Among the records below, which lines contain the string "مجمع"? Report them.

[Records contained in a dataset]
++++

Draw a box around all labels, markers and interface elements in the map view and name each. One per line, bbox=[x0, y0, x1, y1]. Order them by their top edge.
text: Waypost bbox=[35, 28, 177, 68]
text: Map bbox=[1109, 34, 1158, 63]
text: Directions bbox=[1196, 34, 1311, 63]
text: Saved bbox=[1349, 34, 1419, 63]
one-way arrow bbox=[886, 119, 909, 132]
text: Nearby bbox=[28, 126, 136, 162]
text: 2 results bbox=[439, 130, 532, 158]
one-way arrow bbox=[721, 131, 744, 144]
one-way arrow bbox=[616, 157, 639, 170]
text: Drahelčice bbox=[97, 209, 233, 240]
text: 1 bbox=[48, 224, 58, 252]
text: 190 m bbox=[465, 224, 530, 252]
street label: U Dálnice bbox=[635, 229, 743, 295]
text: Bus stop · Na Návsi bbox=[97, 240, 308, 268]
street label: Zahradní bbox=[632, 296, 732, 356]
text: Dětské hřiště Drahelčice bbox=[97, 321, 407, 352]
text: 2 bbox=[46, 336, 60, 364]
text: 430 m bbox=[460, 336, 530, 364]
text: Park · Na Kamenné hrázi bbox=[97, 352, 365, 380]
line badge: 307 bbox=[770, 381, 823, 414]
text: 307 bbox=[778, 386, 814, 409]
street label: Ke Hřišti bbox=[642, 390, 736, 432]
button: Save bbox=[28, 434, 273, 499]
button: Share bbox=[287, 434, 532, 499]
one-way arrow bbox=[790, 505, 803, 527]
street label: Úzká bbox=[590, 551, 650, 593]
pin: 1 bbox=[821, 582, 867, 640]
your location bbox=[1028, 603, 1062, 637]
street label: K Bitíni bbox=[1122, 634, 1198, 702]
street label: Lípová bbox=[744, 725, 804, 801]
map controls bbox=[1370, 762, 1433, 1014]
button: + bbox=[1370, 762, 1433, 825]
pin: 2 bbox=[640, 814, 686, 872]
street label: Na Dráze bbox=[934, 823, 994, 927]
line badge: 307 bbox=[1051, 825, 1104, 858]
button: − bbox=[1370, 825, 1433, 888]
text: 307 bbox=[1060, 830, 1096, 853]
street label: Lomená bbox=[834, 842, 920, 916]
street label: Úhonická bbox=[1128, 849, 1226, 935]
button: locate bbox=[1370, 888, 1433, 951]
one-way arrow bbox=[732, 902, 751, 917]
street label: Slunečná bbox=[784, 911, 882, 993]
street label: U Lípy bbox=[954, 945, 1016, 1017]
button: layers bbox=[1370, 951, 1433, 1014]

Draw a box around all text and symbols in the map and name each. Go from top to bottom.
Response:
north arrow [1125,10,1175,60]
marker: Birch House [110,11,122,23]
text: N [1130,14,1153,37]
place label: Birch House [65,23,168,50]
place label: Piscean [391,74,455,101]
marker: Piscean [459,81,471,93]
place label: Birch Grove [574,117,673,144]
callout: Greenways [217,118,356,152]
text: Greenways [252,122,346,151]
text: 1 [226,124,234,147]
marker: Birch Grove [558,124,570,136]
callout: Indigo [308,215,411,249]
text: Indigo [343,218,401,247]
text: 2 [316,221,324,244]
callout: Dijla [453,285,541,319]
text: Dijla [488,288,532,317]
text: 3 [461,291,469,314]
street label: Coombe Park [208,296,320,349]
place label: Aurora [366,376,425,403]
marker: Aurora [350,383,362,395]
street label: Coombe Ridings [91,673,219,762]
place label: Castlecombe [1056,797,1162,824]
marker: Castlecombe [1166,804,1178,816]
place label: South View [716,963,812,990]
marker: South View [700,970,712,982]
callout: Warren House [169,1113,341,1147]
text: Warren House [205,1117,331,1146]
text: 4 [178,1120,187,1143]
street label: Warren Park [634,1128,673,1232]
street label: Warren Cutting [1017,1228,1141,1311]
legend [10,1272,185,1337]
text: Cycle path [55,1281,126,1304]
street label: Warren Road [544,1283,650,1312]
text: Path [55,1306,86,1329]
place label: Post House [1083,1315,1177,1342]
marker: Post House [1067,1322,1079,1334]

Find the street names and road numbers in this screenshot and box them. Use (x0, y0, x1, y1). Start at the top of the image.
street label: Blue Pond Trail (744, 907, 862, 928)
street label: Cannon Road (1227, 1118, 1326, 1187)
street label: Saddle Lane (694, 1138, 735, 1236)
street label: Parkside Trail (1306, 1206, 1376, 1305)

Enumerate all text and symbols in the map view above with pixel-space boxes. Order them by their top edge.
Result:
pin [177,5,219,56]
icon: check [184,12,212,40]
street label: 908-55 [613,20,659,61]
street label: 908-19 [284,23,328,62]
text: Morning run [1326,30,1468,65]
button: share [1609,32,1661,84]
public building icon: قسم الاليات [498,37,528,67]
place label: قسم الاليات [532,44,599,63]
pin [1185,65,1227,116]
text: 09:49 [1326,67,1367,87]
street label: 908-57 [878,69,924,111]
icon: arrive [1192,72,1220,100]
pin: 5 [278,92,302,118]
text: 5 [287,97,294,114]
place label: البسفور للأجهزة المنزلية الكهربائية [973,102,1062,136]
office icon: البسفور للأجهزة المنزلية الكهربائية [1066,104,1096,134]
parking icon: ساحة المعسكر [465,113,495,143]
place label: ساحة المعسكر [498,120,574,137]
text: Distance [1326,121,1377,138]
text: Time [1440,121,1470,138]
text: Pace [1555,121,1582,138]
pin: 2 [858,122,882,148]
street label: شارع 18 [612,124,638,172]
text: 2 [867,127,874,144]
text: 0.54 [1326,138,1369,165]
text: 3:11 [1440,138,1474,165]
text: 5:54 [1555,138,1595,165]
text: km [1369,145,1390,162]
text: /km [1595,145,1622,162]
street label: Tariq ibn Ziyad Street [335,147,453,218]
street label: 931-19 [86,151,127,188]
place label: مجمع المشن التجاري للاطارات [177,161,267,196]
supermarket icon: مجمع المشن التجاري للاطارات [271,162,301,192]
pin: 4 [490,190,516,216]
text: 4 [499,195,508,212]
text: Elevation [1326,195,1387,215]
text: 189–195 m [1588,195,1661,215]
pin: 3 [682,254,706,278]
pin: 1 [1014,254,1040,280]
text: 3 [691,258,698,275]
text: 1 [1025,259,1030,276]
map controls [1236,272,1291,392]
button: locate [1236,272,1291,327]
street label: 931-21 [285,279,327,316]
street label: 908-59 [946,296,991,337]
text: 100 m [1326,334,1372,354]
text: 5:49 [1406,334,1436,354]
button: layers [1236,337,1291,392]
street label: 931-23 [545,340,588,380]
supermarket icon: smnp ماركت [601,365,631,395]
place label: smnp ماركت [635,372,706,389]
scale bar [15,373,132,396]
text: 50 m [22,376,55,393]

++++

◆ Response:
place label: مجمع المشن التجاري للاطارات [177,161,267,196]
supermarket icon: مجمع المشن التجاري للاطارات [271,162,301,192]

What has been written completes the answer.